The vessel was reportedly detected fishing inside a closed area on at least two occasions in the first few months of this year by the MMR Offshore Division at the Oceans Monitoring Centre (OMC) in Avarua.
After boarding and inspection, the vessel was permitted to return to sea and remains closely monitored by MMR staff at the OMC.
MMR has been informed that vessel crew changes may be made by the operating company, which is also conducting its own internal investigation.
MMR director offshore, Tim Costelloe, is not able to comment on the specific details of the case as the investigation is ongoing, but said that “the importance of these closed areas in terms of their ecology and biodiversity is of the utmost priority to the Cook Islands, and we are disappointed that the actions of one of our vessels has undermined all the work we have done in the last 12 years to promote a model of effective, industry-led compliance, scientific research and sustainable fisheries in a globalised context”.

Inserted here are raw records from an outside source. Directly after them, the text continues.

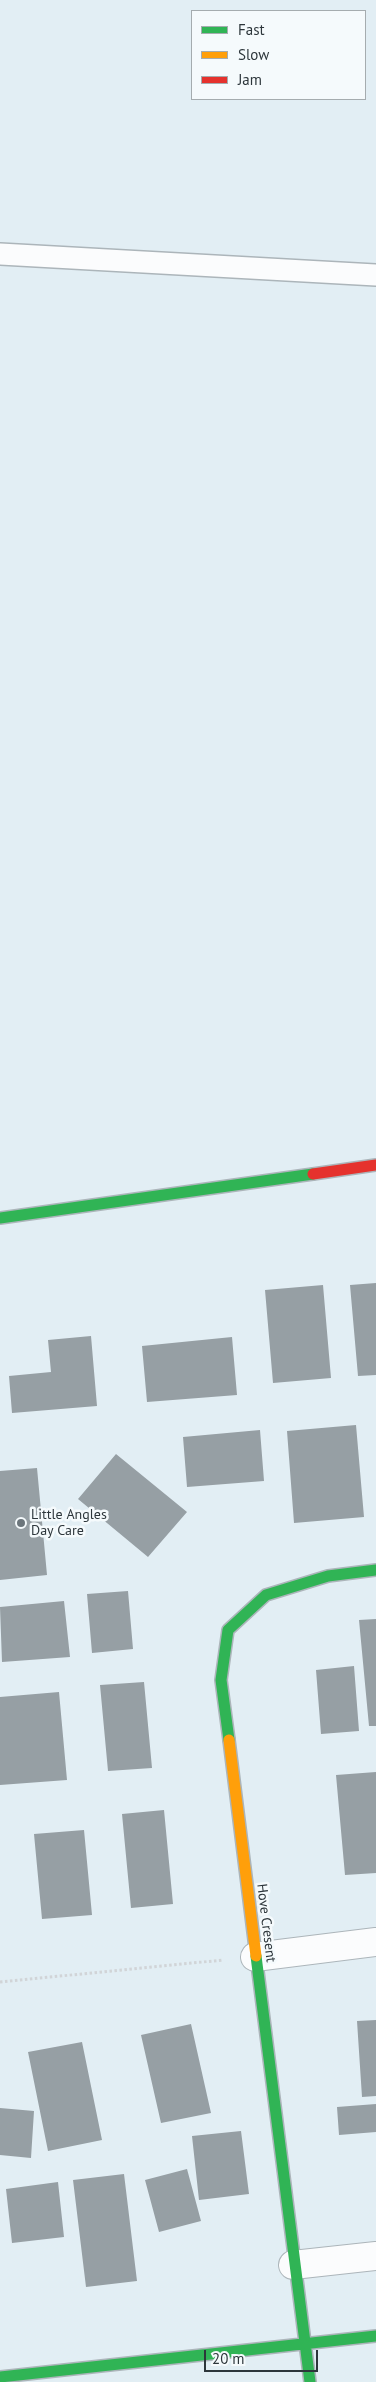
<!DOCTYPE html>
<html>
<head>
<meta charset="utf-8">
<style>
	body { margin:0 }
	#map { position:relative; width:376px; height:2382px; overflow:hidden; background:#e2eef4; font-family:"PT Sans",sans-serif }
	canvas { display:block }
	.legend { position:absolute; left:191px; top:10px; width:175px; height:90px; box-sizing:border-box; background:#f5fafc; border:1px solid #a5acaf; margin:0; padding:6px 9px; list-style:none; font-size:15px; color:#2d363b }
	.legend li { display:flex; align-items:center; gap:10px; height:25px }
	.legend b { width:25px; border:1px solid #a5acaf }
	.scale { position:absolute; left:204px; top:2350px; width:114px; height:22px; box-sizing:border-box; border:2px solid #2d363b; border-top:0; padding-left:6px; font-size:15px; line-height:18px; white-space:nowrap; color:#2d363b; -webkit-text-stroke:4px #f5fafc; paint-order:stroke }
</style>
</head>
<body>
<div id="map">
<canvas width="376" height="2382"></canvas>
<ul class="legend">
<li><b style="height:6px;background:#30b455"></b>Fast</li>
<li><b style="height:6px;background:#ff9f0a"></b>Slow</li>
<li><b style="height:6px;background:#e5322d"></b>Jam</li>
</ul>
<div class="scale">20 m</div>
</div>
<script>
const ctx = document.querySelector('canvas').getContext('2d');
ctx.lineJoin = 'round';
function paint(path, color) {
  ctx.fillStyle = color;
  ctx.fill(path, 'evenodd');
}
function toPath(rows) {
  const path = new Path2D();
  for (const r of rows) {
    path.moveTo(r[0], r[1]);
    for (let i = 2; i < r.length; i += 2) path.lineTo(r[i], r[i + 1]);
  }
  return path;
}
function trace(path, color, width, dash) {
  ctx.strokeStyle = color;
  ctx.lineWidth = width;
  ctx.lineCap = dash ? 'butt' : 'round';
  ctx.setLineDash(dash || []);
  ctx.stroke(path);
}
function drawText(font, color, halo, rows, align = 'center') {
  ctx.font = font + ' "PT Sans",sans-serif';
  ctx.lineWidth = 5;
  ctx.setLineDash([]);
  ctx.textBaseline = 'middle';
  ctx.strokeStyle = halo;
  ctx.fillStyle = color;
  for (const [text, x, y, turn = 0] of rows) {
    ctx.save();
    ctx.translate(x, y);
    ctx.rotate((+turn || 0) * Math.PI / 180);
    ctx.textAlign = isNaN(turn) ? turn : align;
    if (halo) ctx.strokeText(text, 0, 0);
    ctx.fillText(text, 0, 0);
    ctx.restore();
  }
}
const building = toPath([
	[376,1283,376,1375,358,1376,350,1285],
	[323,1285,331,1378,273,1383,265,1290],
	[91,1336,97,1406,12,1413,9,1376,51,1372,48,1340],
	[232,1337,237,1395,147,1402,142,1346],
	[356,1425,364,1517,294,1523,287,1431],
	[260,1430,264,1481,187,1487,183,1437],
	[116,1454,187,1512,148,1557,78,1499],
	[37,1468,47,1575,0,1580,0,1471],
	[128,1591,133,1649,92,1653,87,1594],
	[64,1601,70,1657,2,1662,0,1607],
	[376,1619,376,1726,369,1726,359,1620],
	[354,1666,359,1731,321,1734,316,1670],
	[144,1682,152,1768,108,1771,100,1685],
	[59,1692,67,1780,0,1785,0,1697],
	[376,1772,376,1873,345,1875,336,1775],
	[164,1810,173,1904,131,1908,122,1814],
	[84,1830,92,1915,42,1919,34,1834],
	[376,2020,376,2096,362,2097,357,2021],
	[191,2024,211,2113,161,2123,141,2035],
	[82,2042,102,2140,48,2151,28,2052],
	[376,2104,376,2132,339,2135,337,2107],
	[0,2108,34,2111,31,2158,0,2155],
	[241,2131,249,2194,199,2200,192,2136],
	[187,2169,201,2221,159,2232,145,2180],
	[124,2174,137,2281,86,2287,73,2180],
	[58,2182,64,2237,12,2243,6,2189]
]);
const path = toPath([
	[0,1982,223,1960]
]);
const lane = toPath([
	[0,254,376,275]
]);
const street = toPath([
	[255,1957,376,1942],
	[293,2265,376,2256]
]);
const fast = toPath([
	[0,1218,313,1174],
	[229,1740,221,1680,228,1630,266,1595,328,1576,376,1570],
	[256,1956,310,2382],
	[0,2377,376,2336]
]);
const slow = toPath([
	[229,1740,256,1956]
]);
const jam = toPath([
	[313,1174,376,1165]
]);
const markers = [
	[21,1523,5,"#6c767c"]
];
const poiNames = [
	["Little Angles",31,1515],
	["Day Care",31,1531]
];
const streetNames = [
	["Hove Cresent",266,1923,83]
];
paint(building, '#969fa4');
trace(lane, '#acb5ba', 24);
trace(street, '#acb5ba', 30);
trace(fast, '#acb5ba', 14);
trace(slow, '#acb5ba', 14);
trace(jam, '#acb5ba', 14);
trace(path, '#d1d4d7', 3, [2.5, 2.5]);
trace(lane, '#fbfcfd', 21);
trace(street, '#fbfcfd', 28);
trace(fast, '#30b455', 11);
trace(slow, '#ff9f0a', 11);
trace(jam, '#e5322d', 11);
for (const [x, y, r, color] of markers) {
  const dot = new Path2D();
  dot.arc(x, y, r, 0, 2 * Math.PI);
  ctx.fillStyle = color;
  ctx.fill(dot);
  trace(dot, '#f5fafc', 2);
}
drawText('14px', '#2d363b', '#f5fafc', poiNames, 'left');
drawText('14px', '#2d363b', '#f5fafc', streetNames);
</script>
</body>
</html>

He added, “We have dispatched MMR compliance officers to board and inspect the vessel overseas and we are investigating this matter thoroughly using the full powers to operate internationally granted us under the Marine Resources Act”.
In the course of MMR’s investigation they have obtained a number of statements and, based on these statements, Costelloe believes that there may be a resolution, something the ministry says they are committed to reaching whenever possible in an open and transparent manner.
Since 2006, the Cook Islands has heavily promoted the closure of large areas in the Indian Ocean to protect vulnerable marine ecosystems from exploitation and damage by commercial fishing, and has actively championed protected areas with a total area larger than all of the existing closed areas in the Pacific.
These large ‘Benthic Protected Areas’ are closed to all Cook Islands, Australian, Japanese and Thai fishing vessels by mutual agreement between these nations.
The Cook Islands and Australia are now in the process of co-operating in a push to have these areas of protected seabed closed to fishing by all nations, to protect the unique ecological and world heritage values of the areas, as identified by industry scientists working on behalf of MMR in the Indian Ocean area.